» REQUIRED ACTION: Copy every line from the records below that carries the word "Perales".

» GIVEN ENTRIES:
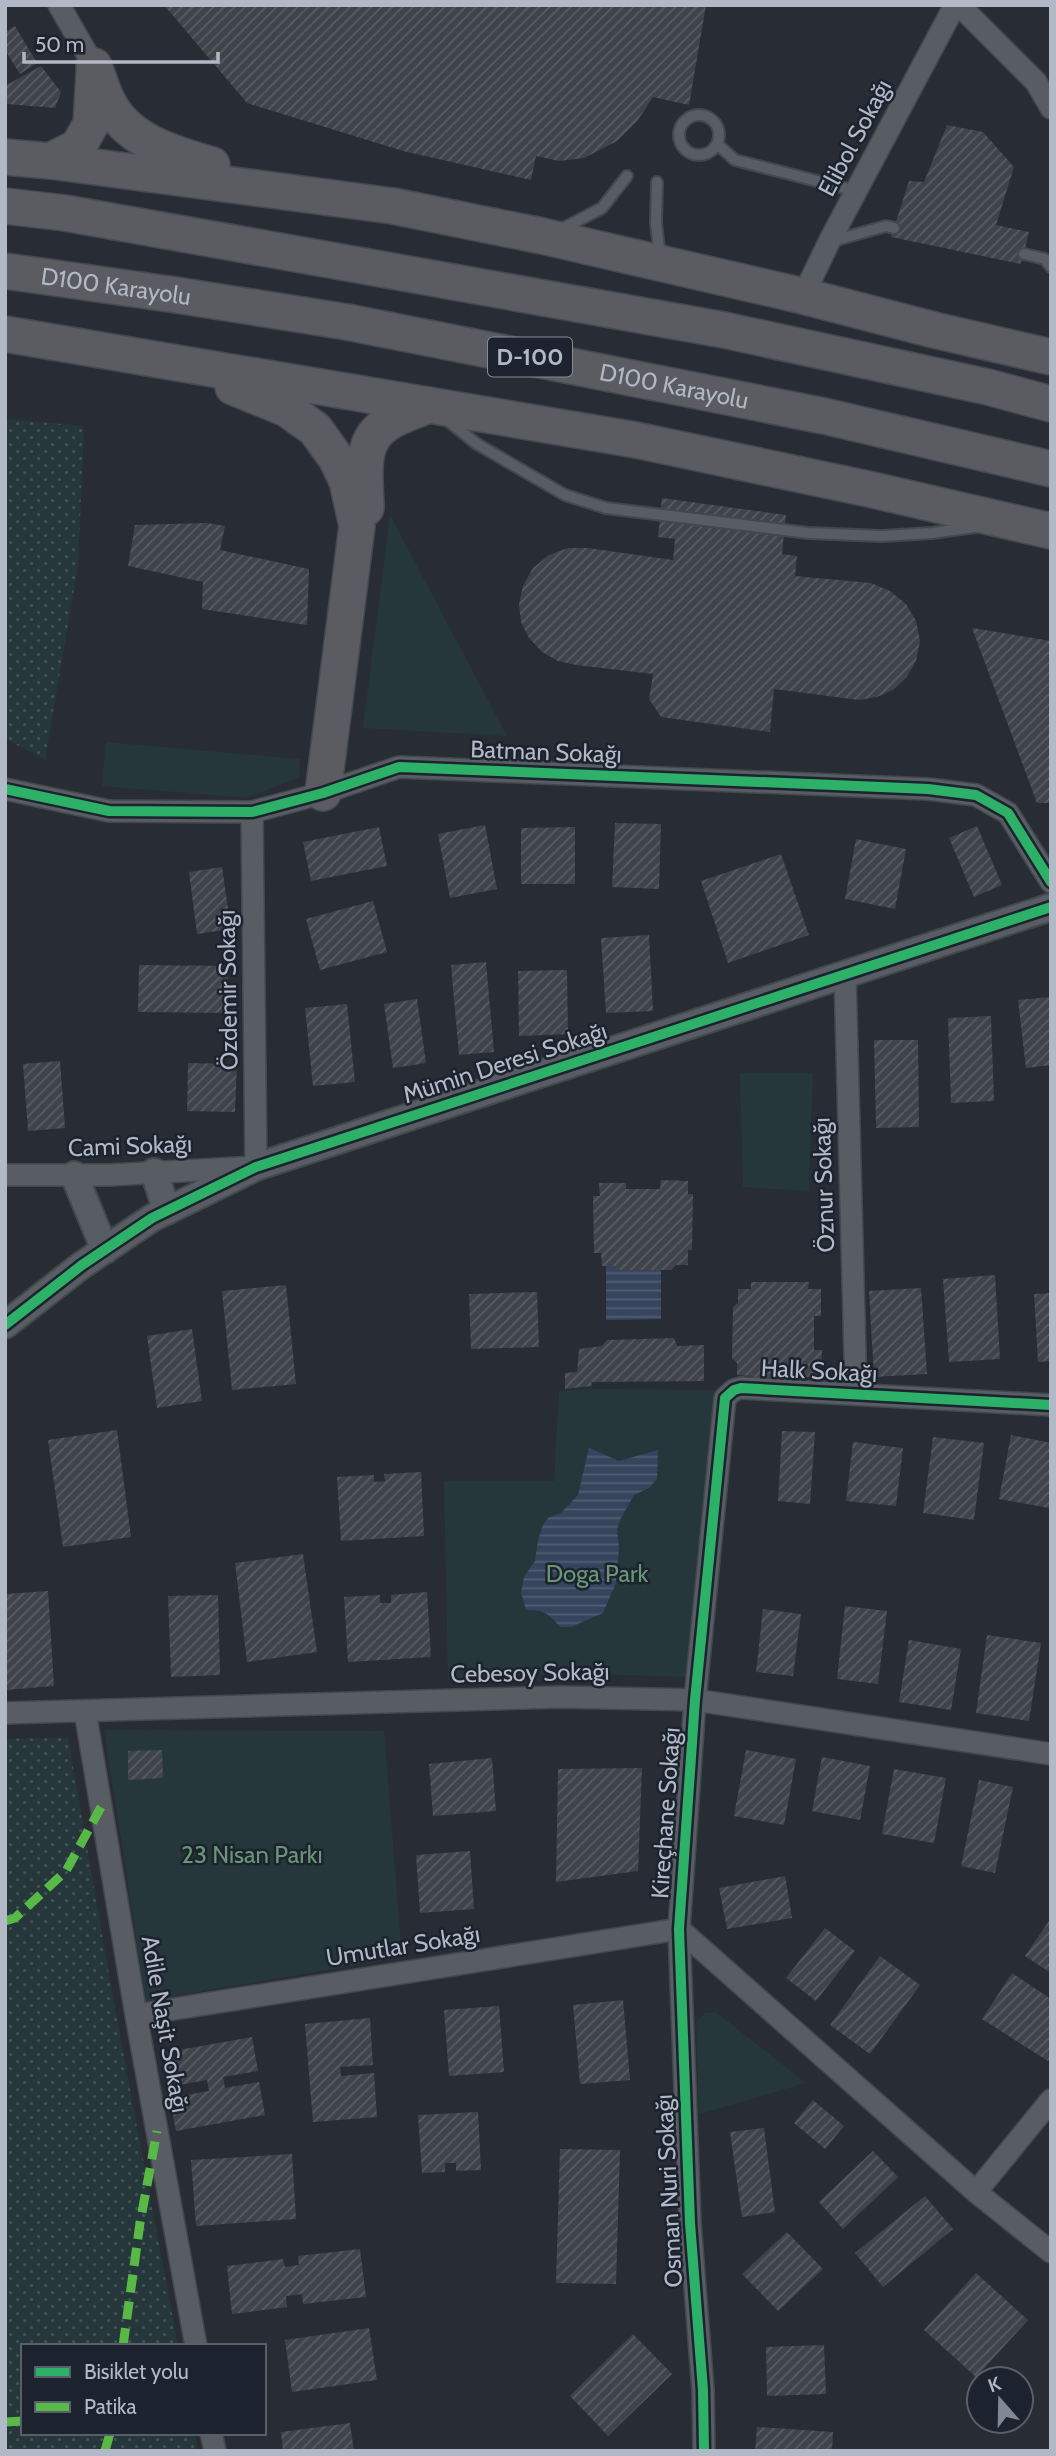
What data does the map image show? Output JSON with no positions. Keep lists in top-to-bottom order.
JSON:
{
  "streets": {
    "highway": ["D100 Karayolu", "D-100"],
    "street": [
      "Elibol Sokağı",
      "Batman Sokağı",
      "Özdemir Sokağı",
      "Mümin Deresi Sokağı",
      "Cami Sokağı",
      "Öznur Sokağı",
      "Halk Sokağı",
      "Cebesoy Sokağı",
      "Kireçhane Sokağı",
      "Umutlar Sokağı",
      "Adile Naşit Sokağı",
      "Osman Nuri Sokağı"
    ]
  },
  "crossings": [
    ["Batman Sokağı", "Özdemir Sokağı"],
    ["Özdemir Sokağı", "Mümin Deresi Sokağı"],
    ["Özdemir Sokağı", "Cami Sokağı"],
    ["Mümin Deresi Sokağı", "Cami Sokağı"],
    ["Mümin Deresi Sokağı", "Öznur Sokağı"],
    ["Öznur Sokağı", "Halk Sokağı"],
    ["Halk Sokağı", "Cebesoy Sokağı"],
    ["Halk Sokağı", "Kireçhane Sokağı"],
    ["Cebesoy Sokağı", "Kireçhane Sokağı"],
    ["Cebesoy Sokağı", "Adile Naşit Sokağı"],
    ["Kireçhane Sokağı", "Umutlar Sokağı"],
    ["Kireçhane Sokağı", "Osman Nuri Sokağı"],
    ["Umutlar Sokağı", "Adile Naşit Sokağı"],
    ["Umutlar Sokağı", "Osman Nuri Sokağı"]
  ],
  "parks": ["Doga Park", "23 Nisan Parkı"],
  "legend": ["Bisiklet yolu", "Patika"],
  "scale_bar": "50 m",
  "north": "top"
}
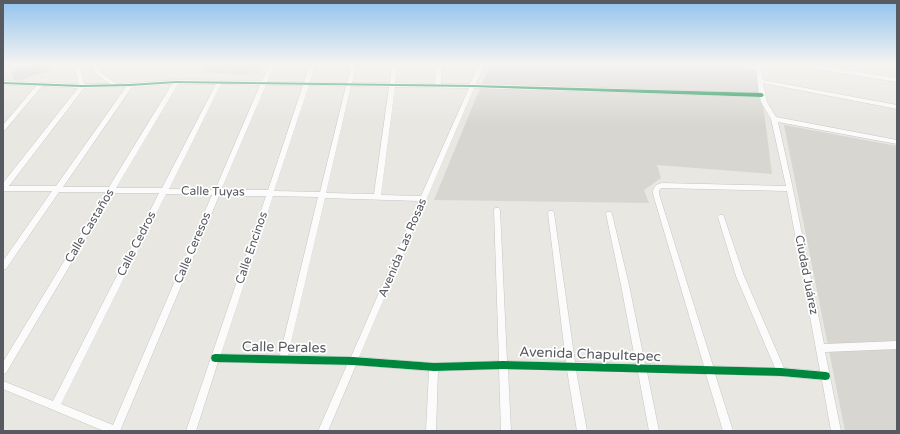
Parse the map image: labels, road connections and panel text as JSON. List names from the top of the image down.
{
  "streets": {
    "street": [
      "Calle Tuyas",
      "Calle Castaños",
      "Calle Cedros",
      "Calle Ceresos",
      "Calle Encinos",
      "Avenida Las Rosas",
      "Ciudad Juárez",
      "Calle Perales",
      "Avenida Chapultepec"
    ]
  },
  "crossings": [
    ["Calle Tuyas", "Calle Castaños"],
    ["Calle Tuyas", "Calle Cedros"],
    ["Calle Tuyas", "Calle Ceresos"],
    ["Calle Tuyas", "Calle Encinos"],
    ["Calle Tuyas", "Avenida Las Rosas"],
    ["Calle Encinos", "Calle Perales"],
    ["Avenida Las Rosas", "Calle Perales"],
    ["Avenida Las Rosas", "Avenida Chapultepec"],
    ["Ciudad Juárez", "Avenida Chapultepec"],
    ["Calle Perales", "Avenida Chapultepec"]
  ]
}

» ANSWER TO THIS TASK:
      "Calle Perales",
    ["Calle Encinos", "Calle Perales"],
    ["Avenida Las Rosas", "Calle Perales"],
    ["Calle Perales", "Avenida Chapultepec"]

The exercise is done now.